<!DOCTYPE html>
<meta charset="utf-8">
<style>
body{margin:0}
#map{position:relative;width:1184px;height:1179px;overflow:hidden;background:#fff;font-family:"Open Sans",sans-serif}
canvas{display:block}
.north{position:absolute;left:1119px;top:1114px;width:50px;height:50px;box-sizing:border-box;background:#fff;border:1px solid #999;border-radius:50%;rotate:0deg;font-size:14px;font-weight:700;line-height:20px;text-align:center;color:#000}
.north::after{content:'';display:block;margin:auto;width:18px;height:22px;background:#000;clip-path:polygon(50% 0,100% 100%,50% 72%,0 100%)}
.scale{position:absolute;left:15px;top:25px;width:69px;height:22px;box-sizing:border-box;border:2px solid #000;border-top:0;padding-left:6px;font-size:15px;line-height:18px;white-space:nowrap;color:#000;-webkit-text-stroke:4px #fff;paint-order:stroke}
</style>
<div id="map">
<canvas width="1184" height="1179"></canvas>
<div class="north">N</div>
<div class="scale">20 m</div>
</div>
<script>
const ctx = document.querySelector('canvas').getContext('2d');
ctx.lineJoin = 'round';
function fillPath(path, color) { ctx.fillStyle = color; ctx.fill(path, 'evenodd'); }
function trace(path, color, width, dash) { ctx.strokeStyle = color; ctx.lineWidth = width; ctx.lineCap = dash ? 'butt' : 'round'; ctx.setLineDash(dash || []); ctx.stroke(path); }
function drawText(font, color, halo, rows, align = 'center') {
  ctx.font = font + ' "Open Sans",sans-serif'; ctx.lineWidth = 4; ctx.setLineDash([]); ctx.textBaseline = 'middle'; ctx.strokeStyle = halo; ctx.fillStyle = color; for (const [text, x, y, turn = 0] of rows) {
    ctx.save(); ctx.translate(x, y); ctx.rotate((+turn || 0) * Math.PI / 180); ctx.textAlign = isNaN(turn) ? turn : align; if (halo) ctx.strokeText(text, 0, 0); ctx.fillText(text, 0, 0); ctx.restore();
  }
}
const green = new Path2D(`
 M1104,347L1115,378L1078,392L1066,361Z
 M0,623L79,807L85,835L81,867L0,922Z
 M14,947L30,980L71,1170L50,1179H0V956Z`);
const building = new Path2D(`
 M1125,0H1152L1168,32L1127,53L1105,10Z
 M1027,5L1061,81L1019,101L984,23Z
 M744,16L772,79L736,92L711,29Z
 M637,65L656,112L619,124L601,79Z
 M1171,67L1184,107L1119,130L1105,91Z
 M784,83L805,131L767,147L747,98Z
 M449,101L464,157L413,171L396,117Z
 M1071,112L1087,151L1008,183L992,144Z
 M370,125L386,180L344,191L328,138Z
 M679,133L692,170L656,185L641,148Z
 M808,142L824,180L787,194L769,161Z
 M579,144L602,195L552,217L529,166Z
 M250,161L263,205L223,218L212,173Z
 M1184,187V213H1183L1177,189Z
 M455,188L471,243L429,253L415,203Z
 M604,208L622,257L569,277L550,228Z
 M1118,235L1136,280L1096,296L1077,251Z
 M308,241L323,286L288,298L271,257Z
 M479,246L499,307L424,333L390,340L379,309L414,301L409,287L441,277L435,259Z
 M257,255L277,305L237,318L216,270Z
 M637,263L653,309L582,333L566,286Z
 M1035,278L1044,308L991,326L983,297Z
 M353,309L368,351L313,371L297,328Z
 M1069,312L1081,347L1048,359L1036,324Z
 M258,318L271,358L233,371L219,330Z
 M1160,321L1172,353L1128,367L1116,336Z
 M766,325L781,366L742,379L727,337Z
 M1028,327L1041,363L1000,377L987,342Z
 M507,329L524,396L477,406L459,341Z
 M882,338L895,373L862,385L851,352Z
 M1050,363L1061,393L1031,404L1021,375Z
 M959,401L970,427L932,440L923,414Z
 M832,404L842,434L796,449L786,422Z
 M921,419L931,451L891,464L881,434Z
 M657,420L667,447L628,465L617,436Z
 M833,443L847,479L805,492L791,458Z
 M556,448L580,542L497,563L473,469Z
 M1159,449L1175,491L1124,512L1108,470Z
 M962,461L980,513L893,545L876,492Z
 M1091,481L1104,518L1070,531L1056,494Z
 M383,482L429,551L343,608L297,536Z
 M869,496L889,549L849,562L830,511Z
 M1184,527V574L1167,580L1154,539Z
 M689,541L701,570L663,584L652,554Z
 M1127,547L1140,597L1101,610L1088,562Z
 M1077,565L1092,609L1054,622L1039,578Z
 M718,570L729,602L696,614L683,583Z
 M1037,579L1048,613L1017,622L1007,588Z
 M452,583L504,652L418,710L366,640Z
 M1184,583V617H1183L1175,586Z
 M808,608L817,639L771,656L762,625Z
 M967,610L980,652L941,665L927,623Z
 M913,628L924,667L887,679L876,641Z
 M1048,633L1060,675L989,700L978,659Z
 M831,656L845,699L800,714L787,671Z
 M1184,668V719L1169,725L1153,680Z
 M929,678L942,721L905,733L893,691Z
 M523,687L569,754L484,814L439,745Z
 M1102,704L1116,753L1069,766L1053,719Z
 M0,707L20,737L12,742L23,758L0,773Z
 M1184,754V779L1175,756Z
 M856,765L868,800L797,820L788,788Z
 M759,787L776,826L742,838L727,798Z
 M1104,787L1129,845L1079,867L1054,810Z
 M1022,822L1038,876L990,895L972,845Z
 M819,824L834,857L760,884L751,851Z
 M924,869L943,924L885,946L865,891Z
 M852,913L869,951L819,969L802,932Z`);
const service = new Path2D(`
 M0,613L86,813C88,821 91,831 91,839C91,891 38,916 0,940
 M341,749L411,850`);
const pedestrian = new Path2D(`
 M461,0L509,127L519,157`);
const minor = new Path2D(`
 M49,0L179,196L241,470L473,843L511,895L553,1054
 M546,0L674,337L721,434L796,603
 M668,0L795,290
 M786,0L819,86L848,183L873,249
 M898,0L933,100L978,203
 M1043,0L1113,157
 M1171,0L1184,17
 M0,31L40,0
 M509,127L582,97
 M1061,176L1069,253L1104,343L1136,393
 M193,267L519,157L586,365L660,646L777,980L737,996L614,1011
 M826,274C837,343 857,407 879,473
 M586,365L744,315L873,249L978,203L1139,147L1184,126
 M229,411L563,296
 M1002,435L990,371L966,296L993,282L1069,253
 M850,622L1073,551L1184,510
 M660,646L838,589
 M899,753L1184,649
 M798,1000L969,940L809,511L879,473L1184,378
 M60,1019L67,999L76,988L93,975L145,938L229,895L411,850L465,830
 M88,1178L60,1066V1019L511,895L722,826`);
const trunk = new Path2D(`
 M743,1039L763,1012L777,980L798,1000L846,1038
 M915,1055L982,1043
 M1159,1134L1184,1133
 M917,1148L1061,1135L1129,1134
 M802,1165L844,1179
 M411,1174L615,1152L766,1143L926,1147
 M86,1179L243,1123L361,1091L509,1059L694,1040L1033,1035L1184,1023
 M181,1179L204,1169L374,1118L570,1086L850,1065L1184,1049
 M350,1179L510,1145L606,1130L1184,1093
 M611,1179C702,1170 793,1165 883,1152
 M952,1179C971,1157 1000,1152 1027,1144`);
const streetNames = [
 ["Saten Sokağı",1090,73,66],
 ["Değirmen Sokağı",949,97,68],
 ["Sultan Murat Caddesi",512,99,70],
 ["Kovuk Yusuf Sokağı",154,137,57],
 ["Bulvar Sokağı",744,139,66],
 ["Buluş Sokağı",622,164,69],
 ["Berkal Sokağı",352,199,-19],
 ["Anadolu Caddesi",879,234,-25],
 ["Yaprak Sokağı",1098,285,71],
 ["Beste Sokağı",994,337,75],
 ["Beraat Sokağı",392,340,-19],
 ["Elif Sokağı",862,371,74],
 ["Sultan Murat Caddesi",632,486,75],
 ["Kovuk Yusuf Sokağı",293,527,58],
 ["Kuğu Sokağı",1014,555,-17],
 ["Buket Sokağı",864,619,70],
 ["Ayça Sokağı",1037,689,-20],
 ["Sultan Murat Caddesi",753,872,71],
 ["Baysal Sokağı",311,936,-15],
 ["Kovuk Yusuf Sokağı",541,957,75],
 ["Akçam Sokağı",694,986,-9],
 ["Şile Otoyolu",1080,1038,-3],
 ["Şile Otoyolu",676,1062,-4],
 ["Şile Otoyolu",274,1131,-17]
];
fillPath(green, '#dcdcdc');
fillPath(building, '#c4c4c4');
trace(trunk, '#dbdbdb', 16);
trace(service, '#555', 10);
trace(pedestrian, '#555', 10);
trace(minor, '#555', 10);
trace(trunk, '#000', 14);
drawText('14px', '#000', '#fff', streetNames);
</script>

──────

• TASK INSTRUCTIONS: Make a copy of each line in the records that has the word "align".

• YOUR SOLUTION:
.north{position:absolute;left:1119px;top:1114px;width:50px;height:50px;box-sizing:border-box;background:#fff;border:1px solid #999;border-radius:50%;rotate:0deg;font-size:14px;font-weight:700;line-height:20px;text-align:center;color:#000}
function drawText(font, color, halo, rows, align = 'center') {
    ctx.save(); ctx.translate(x, y); ctx.rotate((+turn || 0) * Math.PI / 180); ctx.textAlign = isNaN(turn) ? turn : align; if (halo) ctx.strokeText(text, 0, 0); ctx.fillText(text, 0, 0); ctx.restore();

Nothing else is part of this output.